**PROBLEM TO SOLVE:**
Each entry must be restated word for word, with nothing omitted.

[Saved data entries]
★ ★ ★ ★ ★ ★ ★
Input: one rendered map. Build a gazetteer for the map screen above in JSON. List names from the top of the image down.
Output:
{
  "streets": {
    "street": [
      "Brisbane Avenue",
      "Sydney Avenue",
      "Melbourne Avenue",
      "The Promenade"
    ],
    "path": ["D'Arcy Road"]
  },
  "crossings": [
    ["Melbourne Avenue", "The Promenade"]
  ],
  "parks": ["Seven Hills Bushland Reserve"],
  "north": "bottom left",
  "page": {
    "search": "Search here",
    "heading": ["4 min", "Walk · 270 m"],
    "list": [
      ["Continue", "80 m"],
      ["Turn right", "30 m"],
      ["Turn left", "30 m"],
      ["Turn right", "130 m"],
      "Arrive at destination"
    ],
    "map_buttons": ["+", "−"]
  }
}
★ ★ ★ ★ ★ ★ ★
**ANSWER SECTION:**
Input: one rendered map. Build a gazetteer for the map screen above in JSON. List names from the top of the image down.
Output:
{
  "streets": {
    "street": [
      "Brisbane Avenue",
      "Sydney Avenue",
      "Melbourne Avenue",
      "The Promenade"
    ],
    "path": ["D'Arcy Road"]
  },
  "crossings": [
    ["Melbourne Avenue", "The Promenade"]
  ],
  "parks": ["Seven Hills Bushland Reserve"],
  "north": "bottom left",
  "page": {
    "search": "Search here",
    "heading": ["4 min", "Walk · 270 m"],
    "list": [
      ["Continue", "80 m"],
      ["Turn right", "30 m"],
      ["Turn left", "30 m"],
      ["Turn right", "130 m"],
      "Arrive at destination"
    ],
    "map_buttons": ["+", "−"]
  }
}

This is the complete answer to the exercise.